-------- Extracted records --------
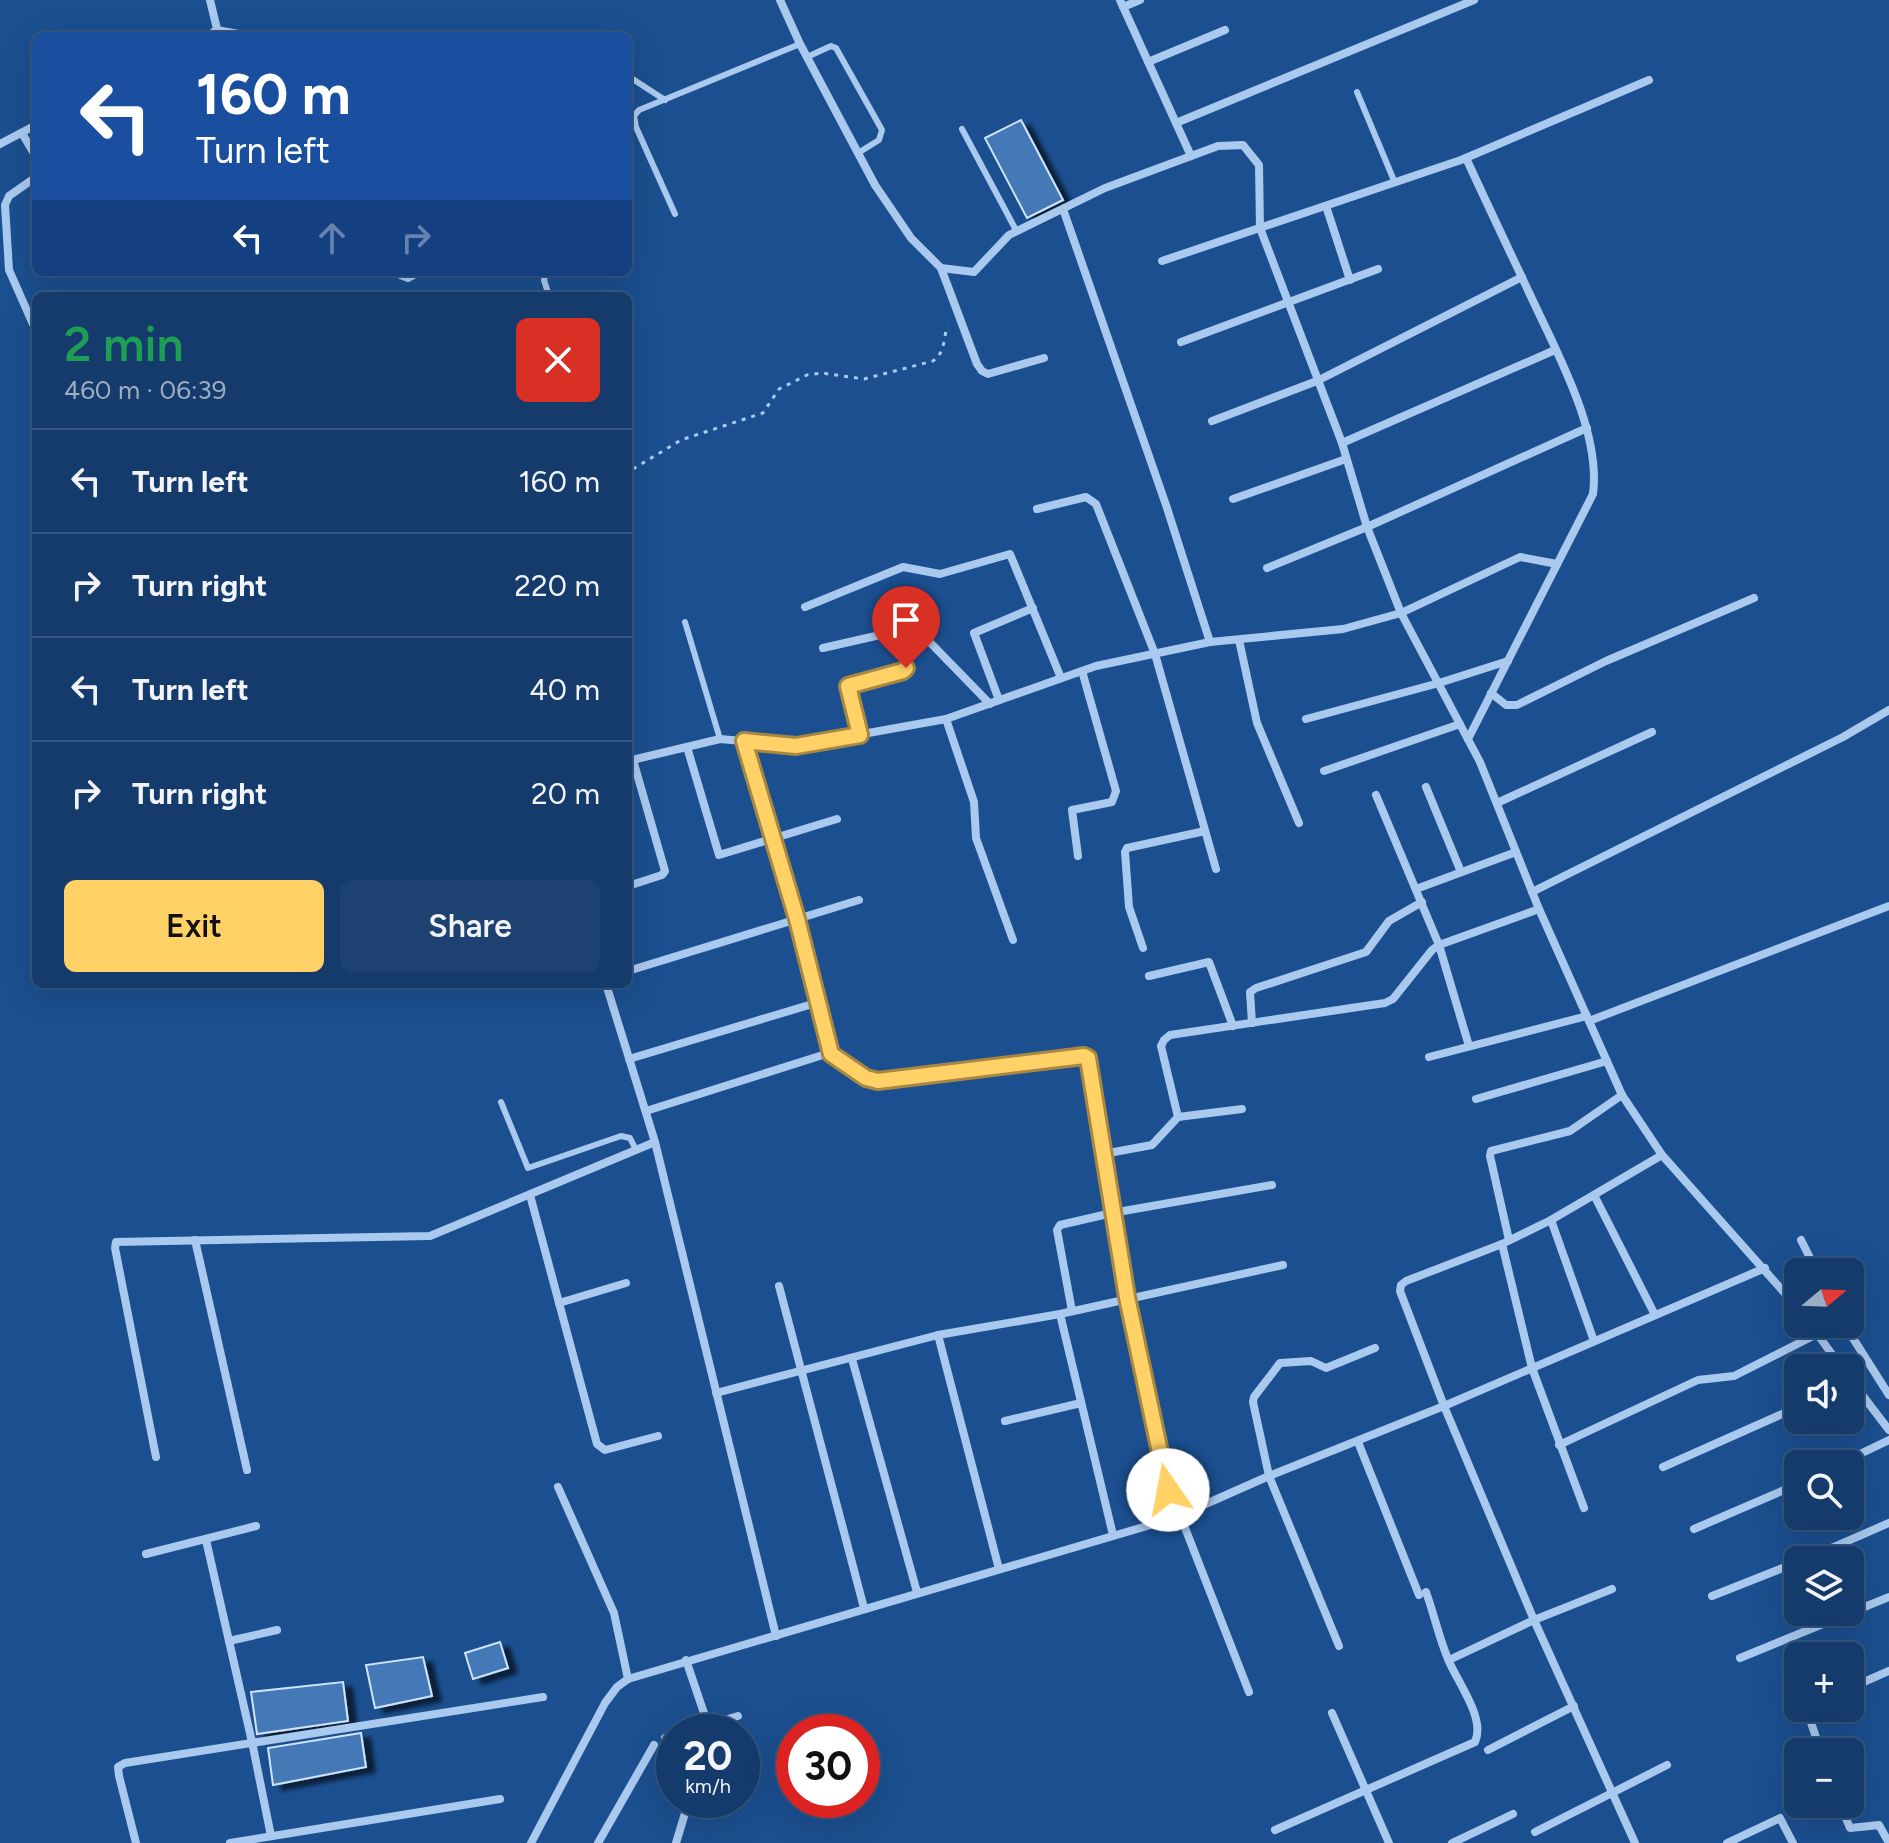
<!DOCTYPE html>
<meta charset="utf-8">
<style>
body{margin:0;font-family:Figtree,sans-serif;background:#1d4271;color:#f1f3f6;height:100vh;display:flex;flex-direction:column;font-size:30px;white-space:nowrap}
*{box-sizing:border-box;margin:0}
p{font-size:26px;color:#9dadc1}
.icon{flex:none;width:44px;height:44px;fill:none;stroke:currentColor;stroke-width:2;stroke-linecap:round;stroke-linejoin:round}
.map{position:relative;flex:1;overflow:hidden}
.panel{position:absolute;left:32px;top:292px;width:600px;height:696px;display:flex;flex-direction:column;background:#143b6b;border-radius:12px;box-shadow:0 8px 32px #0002,0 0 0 2px #33557e}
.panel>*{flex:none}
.banner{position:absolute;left:32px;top:32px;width:600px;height:244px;border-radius:12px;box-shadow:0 8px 32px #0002,0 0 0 2px #33557e;background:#1a4fa0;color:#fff;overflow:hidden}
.needle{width:52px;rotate:71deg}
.fabs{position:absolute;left:1784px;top:1258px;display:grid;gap:16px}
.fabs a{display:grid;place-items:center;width:80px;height:80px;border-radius:12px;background:#143b6b;box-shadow:0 8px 32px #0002,0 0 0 2px #33557e;font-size:40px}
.speed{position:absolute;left:656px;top:1714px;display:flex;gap:16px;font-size:40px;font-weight:700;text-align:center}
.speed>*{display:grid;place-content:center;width:104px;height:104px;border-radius:50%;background:#143b6b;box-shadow:0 8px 32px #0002,0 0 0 2px #33557e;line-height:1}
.speed small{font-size:20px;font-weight:400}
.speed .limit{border:12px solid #d22;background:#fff;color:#111}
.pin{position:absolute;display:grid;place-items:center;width:68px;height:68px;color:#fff;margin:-82px -34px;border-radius:50% 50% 50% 0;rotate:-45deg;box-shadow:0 0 8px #0007}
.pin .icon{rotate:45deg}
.me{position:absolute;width:88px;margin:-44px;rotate:348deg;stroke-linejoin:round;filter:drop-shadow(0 0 6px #0008)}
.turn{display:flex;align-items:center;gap:28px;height:168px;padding:0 32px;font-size:36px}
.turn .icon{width:104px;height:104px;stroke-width:2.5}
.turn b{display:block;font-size:56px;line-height:68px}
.lanes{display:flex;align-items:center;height:76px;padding:0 32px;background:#0003;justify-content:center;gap:40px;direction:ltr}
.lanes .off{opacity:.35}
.round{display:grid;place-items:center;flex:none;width:84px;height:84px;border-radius:12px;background:#1d4271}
.overview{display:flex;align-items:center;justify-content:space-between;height:136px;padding:0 32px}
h1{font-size:48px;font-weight:600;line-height:60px;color:#1e9e55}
.primary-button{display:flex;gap:16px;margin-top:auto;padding:16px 32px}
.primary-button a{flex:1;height:92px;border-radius:12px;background:#ffd166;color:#111;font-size:32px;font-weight:600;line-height:92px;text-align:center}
.primary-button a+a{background:#1d4271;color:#f1f3f6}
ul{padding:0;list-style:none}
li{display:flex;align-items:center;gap:24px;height:104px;padding:0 32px;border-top:2px solid #33557e}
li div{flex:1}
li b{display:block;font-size:30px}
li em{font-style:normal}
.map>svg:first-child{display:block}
</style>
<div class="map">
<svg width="1889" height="1843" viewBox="0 0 1889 1843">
<defs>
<filter id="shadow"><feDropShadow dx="9" dy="5" stdDeviation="2" flood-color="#0009"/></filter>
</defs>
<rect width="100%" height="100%" fill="#1b4f8f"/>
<g fill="#4478b7" stroke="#cfe3fa" stroke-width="2" filter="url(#shadow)">
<polygon points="1021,120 1063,200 1027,218 985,138"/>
<polygon points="500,1642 508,1668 473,1679 465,1653"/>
<polygon points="423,1657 432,1696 375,1708 366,1665"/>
<polygon points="343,1682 348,1721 257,1734 251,1692"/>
<polygon points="361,1733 366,1767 273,1785 268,1748"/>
</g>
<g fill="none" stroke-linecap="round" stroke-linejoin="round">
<path stroke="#a9c9ee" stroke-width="3" stroke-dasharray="4 6" stroke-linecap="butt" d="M633 469 681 440 763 413 779 389 807 375 822 373 864 379 933 361C944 354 944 339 947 326"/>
<g stroke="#a9c9ee" stroke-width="6">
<polyline points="217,29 255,36"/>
<polyline points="333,36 343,33"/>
<polyline points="807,57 831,46 836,48 882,130 879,140 858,153"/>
<polyline points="628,76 665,100"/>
<polyline points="1357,92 1395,183"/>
<polyline points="962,129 1017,232"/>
<polyline points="675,214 636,127 634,116 639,110 800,44"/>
<polyline points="546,272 544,280 549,296"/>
<polyline points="685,622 720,739"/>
<polyline points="501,1102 528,1168 621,1136 630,1138 636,1150"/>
</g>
<g stroke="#a9c9ee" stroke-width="8">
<polyline points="780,0 800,44 875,185 911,238 941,268 974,272 1009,235 1105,188 1218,146 1243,145 1259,165 1260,228 1342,443 1367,527 1401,613 1480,762 1539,909 1622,1095 1662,1155 1798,1308"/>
<polyline points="1120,0 1191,156"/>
<polyline points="1123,7 1140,0"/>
<polyline points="209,36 217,29 210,0"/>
<polyline points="1148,62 1225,30"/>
<polyline points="1176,123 1474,0"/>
<polyline points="22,133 36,157"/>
<polyline points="0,144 36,125"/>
<path d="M1466 158C1488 206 1511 254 1534 303 1559 357 1601 433 1593 494L1468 739"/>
<polyline points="36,177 9,196 5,205 9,270 36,331"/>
<polyline points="1326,206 1350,280"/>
<polyline points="1063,209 1166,505 1210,642"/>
<polyline points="1162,261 1461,160 1649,80"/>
<polyline points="941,268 977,364 982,371 988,374 1044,358"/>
<polyline points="393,272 408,278 419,272"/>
<polyline points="1181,342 1378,269"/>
<polyline points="1212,421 1317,381 1522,277"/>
<polyline points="1342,443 1555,350"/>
<polyline points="1233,499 1346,459"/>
<polyline points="1037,509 1086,497 1096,504 1155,654 1216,869"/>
<polyline points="1267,568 1367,527 1587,428"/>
<polyline points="805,607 903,567 940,574 1010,554 1061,678"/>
<polyline points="1239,640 1257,723 1299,823"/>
<polyline points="823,648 915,627 990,704"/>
<polyline points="1491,693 1506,705 1517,705 1606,661 1754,598"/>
<polyline points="999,700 974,633 1033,608"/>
<polyline points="946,719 974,802 976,838 1013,940"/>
<polyline points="1306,719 1439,683 1508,661"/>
<polyline points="860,735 848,686 903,671 906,663 899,629"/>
<polyline points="744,741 797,919 831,1054"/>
<polyline points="687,747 719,855 837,819"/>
<polyline points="628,761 720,739 796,746 946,719 1096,666 1210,642 1343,629 1401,613 1520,557 1557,564"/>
<polyline points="1324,771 1460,724"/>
<polyline points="1426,787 1461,872"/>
<polyline points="1376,795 1439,945 1469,1046"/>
<polyline points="1497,803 1652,732"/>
<polyline points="1078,856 1072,810 1112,802 1116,791 1082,671"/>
<polyline points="628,886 662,875 665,871 633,760"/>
<polyline points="1416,889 1516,852"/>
<polyline points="1532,892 1843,737 1889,710"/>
<polyline points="1143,948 1129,907 1125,852 1127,848 1205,831"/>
<polyline points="628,971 859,900"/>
<polyline points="1149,976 1209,962 1233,1026"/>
<polyline points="606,984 655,1142 776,1636"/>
<polyline points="1589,1021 1889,906"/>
<polyline points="1252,1023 1250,992 1256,988 1366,952 1389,921 1422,902"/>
<polyline points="1429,1057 1587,1016"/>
<polyline points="629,1059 819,1002"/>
<polyline points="1476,1099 1607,1061"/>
<polyline points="646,1111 826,1054 836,1056 871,1081 1084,1056 1088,1058 1127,1297 1174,1518"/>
<polyline points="1178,1117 1161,1046 1164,1040 1170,1035 1385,1003 1393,999 1432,950 1439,945 1539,909"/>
<polyline points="1103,1154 1152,1145 1178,1117 1242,1109"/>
<polyline points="530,1195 597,1444 605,1450 658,1436"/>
<polyline points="1594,1195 1655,1315"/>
<polyline points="1551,1220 1594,1341"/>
<polyline points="195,1240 247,1470"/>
<polyline points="1509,1240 1490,1156 1491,1151 1570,1131 1622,1095"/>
<polyline points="1801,1240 1817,1272"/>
<polyline points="1502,1244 1532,1368 1584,1508"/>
<polyline points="779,1286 864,1608"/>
<polyline points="559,1303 626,1283"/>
<polyline points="1072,1311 1057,1230 1060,1225 1112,1213 1272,1185"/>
<polyline points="1060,1314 1113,1535"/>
<polyline points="1810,1324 1842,1368"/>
<polyline points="1844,1324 1889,1395"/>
<polyline points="938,1335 999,1569"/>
<polyline points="852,1359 917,1592"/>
<polyline points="1850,1379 1889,1430"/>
<polyline points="716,1393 938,1335 1060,1314 1283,1265"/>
<polyline points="1005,1421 1081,1403"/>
<polyline points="1358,1442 1419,1595"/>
<polyline points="1559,1445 1698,1380 1734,1376 1817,1334"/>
<polyline points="156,1457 115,1248 116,1242 430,1236 655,1142"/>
<polyline points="1839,1464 1889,1440"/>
<polyline points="1663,1467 1798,1407"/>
<polyline points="558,1487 614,1613 628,1679"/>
<polyline points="1180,1515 1249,1692"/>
<polyline points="1694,1529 1798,1484"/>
<polyline points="206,1540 252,1742 271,1836"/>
<polyline points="146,1554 256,1526"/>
<polyline points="1804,1560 1889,1523"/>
<polyline points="1712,1596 1798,1562"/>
<polyline points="229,1641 277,1630"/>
<polyline points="1339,1646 1269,1476 1253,1402 1254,1397 1280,1363 1311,1361 1326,1368 1375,1348"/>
<polyline points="1740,1658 1889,1597"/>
<polyline points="686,1660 708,1725"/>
<polyline points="1449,1660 1534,1620 1612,1589"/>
<polyline points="1850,1688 1889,1671"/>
<polyline points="1806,1708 1821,1752"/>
<polyline points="1332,1713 1389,1843"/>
<polyline points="685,1732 738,1716"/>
<polyline points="665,1738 674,1735"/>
<polyline points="1488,1750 1574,1706"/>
<polyline points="742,1766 745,1765"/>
<polyline points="1840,1804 1850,1828 1879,1825 1889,1843"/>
<path d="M1275 1830 1475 1742C1486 1718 1457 1682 1448 1659 1439 1638 1434 1614 1426 1592"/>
<polyline points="1535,1832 1667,1765"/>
<polyline points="136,1843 119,1776 118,1767 125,1763 543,1697"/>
<polyline points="230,1843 500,1799"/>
<polyline points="531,1843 605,1703 617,1687 628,1679 1174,1518 1269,1476 1444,1406 1765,1268"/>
<polyline points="598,1843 654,1745"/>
<polyline points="676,1843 689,1800"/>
<polyline points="1452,1843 1513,1814"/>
<polyline points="1635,1843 1534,1620 1444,1406 1400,1291 1401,1285 1406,1281 1502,1244 1551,1220 1662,1155"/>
<polyline points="1727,1843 1780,1818 1793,1843"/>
</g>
</g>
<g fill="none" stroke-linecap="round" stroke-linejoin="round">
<defs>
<polyline id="route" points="906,668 903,671 848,686 860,735 796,746 744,741 797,919 831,1054 866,1078 878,1081 1084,1056 1088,1058 1127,1297 1168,1490"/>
</defs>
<use href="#route" stroke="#a68842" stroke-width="20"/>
<use href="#route" stroke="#ffd166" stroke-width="14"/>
</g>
</svg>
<div class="fabs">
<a><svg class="needle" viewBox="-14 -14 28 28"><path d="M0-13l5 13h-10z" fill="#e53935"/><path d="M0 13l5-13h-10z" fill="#9dadc1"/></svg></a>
<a><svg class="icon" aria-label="sound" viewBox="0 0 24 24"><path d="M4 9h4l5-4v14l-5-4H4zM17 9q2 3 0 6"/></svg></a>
<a><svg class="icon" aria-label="search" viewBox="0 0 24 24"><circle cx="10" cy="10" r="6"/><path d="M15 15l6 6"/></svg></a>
<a><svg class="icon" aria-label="layers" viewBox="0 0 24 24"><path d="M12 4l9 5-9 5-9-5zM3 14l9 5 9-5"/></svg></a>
<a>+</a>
<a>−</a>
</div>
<div class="speed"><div>20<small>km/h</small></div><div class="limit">30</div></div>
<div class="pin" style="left:906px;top:668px;background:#d93025"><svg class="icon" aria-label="arrive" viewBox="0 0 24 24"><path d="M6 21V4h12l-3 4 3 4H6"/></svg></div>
<svg class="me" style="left:1168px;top:1490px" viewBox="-20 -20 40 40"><circle r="19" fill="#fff"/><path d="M0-13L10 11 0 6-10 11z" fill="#ffd166"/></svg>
<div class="banner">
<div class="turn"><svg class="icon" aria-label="left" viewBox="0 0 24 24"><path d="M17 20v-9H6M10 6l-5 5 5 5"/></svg><div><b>160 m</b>Turn left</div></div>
<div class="lanes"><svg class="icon" aria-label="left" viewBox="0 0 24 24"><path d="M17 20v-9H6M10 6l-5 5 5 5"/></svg><svg class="icon off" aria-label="ahead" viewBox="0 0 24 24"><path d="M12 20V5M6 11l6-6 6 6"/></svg><svg class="icon off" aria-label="right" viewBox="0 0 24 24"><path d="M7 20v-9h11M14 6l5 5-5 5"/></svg></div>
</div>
<section class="panel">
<div class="overview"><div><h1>2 min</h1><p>460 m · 06:39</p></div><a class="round" style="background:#d93025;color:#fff"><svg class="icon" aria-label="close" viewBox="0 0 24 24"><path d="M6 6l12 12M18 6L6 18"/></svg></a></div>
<ul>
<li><svg class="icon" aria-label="left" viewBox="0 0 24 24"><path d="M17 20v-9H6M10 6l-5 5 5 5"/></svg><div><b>Turn left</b></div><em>160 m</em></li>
<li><svg class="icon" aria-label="right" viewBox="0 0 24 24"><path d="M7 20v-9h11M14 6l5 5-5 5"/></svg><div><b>Turn right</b></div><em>220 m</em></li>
<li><svg class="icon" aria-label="left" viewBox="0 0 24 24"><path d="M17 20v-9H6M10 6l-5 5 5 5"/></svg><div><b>Turn left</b></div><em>40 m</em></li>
<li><svg class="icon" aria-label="right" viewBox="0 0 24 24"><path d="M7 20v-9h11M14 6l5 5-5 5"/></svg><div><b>Turn right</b></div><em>20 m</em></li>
</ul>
<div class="primary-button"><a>Exit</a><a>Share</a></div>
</section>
</div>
--------
* What is expected: Within the listing above, filter for lines holding the string "rotate" and copy each one.

* Task result:
.needle{width:52px;rotate:71deg}
.pin{position:absolute;display:grid;place-items:center;width:68px;height:68px;color:#fff;margin:-82px -34px;border-radius:50% 50% 50% 0;rotate:-45deg;box-shadow:0 0 8px #0007}
.pin .icon{rotate:45deg}
.me{position:absolute;width:88px;margin:-44px;rotate:348deg;stroke-linejoin:round;filter:drop-shadow(0 0 6px #0008)}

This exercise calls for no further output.